Scott Hunt, 42 today, told Blackfriars Crown Court the pair had talked about going out to work in a safari park in Dunedin, New Zealand, with Buchel’s father.

In an emotional plea, he spoke fondly of his final weeks with his housemate and drinking buddy.

“I loved Neill. The three months before his death were some of the best of my life,” said Hunt.

“We were going to go to Dunedin. His dad’s got a safari park out there. I’ve always loved animals and would have loved to work there.

“I thought the world of Neill. We helped get each other out of our depressions.

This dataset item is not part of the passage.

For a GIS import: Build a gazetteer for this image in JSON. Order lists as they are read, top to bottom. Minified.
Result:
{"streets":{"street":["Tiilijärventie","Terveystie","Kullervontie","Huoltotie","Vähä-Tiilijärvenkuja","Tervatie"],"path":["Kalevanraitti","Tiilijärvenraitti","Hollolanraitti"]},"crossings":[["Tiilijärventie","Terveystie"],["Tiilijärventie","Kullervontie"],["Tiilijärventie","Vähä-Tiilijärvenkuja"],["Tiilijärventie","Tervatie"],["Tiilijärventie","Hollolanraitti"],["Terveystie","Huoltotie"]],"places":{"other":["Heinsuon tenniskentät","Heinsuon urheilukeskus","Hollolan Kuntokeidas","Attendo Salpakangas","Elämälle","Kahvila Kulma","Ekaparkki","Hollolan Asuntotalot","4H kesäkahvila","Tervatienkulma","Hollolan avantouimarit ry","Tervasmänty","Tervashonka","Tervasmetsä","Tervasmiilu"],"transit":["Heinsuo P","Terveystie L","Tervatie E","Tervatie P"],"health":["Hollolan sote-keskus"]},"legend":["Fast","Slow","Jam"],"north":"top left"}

“To be charged with his murder is absolutely abhorrent and would never have happened.

“If I had been there this wouldn’t have happened because I would have protected him.

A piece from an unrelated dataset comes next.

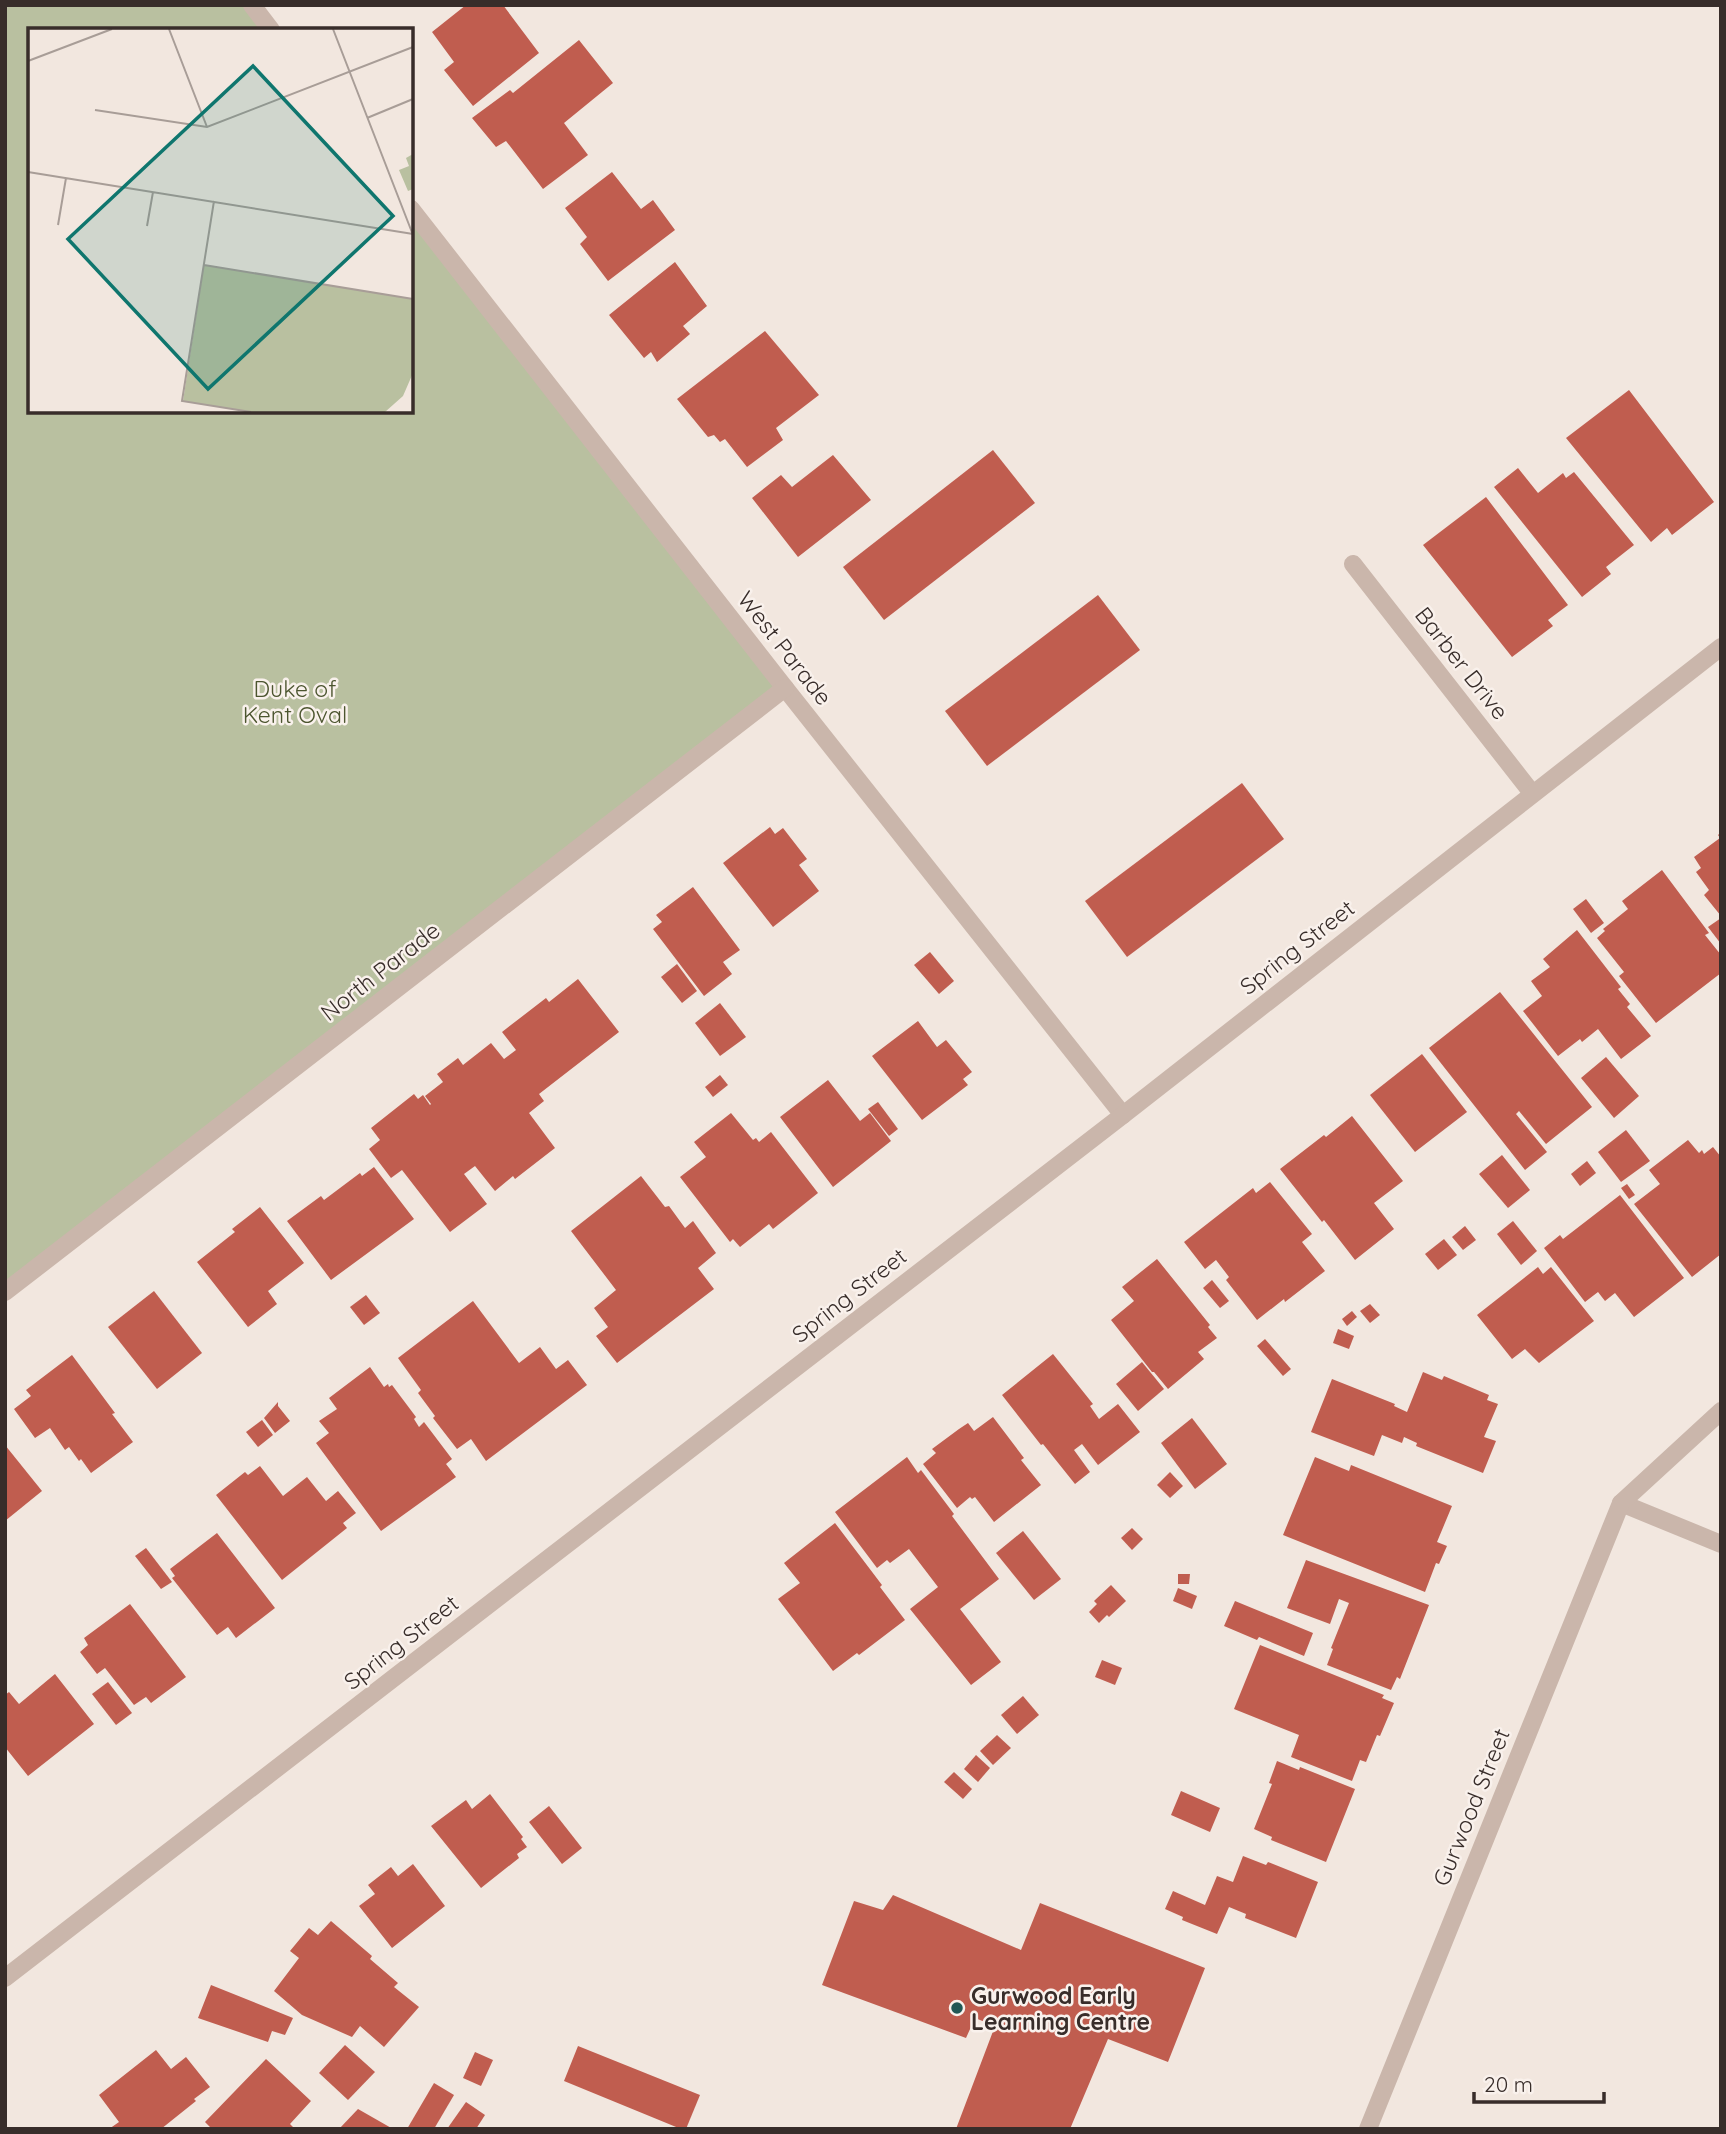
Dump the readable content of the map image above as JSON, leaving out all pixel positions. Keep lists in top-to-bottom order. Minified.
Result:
{"streets":{"street":["West Parade","Barber Drive","Spring Street","North Parade","Gurwood Street"]},"crossings":[["West Parade","Spring Street"],["West Parade","North Parade"],["Barber Drive","Spring Street"]],"parks":["Duke of Kent Oval"],"places":["Gurwood Early Learning Centre"],"scale_bar":"20 m"}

“It’s my worst nightmare coming true. Getting accused of it, my whole world fell apart.

“I would never, ever, do that to Neill. Never.”

Hunt had been drinking in a nearby park with Buchel and a group that included co-accused Chas Quye, 36, of Stansgate Road, Dagenham, and Elvis Kwiatowski, 36, of Clopton Close, Royston, on the day Buchel died, the court heard.

He was allegedly involved in an altercation with three youths and arrested at about 3pm for being drunk and disorderly.

Upon release from Dagenham police station, he took out £20 from a cash point on his way to Quye’s house, where he was going to borrow a further £10 to buy three bags of heroin – just under a gram’s worth.

When he arrived he saw Buchel on the floor, “absolutely mullered” with four empty vodka bottles on the table beside him.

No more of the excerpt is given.